Stored data
********
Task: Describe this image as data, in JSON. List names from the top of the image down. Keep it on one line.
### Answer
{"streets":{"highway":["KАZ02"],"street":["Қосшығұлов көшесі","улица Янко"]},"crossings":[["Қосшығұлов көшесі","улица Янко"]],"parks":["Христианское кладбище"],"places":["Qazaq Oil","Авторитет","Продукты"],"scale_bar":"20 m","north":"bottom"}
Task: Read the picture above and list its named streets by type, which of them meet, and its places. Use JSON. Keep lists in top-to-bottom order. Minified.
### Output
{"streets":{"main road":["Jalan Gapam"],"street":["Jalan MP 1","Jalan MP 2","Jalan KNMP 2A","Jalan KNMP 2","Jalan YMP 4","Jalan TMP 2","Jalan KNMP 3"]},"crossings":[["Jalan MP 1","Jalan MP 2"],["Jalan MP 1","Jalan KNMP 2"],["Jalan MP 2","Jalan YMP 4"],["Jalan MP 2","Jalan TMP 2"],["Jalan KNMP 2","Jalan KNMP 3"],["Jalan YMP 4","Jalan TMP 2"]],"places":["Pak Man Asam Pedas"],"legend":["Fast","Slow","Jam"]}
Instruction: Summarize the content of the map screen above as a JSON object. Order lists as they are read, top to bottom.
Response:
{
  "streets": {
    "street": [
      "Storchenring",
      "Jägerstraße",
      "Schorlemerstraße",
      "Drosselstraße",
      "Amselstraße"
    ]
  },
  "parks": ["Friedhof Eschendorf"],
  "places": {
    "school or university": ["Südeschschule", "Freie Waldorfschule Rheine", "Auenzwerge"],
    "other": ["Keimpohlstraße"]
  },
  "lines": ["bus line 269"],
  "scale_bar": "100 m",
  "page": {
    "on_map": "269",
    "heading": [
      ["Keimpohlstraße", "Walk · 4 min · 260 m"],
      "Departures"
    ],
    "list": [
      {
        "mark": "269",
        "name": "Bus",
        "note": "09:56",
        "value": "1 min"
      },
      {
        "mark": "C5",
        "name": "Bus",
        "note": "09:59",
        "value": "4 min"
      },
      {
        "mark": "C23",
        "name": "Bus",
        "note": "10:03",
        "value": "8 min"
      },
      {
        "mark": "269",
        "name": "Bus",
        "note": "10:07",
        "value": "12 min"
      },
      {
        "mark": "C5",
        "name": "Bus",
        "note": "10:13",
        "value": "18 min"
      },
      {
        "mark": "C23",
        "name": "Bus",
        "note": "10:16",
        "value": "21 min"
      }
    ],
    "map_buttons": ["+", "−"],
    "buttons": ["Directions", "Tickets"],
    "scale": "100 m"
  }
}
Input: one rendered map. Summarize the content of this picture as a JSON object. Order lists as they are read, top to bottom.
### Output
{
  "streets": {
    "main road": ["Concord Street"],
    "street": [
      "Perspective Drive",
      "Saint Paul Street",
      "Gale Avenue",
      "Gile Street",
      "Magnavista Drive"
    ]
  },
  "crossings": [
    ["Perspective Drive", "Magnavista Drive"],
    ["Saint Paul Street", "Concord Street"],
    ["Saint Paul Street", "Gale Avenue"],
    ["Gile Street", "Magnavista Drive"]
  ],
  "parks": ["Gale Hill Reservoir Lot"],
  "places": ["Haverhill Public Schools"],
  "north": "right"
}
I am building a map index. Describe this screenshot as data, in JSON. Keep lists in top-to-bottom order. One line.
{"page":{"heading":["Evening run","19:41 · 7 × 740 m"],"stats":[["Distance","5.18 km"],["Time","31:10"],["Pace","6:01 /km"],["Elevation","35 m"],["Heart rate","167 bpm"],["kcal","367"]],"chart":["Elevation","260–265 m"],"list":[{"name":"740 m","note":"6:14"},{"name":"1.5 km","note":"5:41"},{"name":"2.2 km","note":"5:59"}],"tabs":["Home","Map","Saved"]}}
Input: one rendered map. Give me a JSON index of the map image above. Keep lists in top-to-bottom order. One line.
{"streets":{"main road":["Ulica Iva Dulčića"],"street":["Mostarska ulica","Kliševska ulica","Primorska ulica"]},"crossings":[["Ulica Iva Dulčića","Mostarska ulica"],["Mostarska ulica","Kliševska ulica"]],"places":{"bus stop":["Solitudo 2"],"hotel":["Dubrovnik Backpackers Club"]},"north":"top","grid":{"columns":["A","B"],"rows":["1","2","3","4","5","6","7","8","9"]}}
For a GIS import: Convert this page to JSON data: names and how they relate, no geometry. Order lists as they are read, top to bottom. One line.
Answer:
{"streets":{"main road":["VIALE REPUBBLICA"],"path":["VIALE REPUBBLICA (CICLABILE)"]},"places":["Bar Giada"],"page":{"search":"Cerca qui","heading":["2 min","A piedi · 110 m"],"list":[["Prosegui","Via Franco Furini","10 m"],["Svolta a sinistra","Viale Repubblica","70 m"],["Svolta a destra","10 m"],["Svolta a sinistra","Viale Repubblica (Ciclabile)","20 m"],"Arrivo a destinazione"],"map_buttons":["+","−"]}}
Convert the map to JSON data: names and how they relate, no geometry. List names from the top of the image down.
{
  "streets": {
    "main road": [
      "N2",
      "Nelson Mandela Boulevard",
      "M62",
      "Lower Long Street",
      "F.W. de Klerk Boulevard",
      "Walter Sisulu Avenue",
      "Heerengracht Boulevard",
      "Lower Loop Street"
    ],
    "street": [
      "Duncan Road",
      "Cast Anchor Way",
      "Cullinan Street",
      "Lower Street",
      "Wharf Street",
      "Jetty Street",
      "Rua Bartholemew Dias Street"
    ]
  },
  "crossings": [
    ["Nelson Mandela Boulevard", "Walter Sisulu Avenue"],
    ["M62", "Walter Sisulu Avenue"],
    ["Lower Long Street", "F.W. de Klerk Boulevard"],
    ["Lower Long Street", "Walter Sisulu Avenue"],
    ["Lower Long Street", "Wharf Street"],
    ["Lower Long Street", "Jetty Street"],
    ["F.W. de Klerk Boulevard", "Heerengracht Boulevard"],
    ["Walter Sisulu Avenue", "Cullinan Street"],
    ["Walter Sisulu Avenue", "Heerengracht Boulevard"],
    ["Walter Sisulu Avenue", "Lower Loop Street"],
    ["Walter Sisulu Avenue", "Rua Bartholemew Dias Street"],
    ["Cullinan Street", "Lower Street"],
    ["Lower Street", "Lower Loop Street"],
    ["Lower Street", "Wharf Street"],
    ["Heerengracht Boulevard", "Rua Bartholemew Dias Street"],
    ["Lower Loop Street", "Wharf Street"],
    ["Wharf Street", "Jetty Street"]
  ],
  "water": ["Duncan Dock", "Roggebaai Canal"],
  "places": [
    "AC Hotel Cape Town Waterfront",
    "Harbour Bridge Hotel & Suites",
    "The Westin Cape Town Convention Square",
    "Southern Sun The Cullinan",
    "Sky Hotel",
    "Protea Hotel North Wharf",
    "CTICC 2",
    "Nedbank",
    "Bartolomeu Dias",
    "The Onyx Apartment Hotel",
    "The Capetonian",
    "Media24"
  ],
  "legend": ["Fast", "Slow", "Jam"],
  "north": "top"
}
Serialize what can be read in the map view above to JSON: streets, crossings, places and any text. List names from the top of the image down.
********
*Exercise*:
Where does the word "Summarize" appear in the records above? Return every line that holds it.

*Written response*:
Instruction: Summarize the content of the map screen above as a JSON object. Order lists as they are read, top to bottom.
Input: one rendered map. Summarize the content of this picture as a JSON object. Order lists as they are read, top to bottom.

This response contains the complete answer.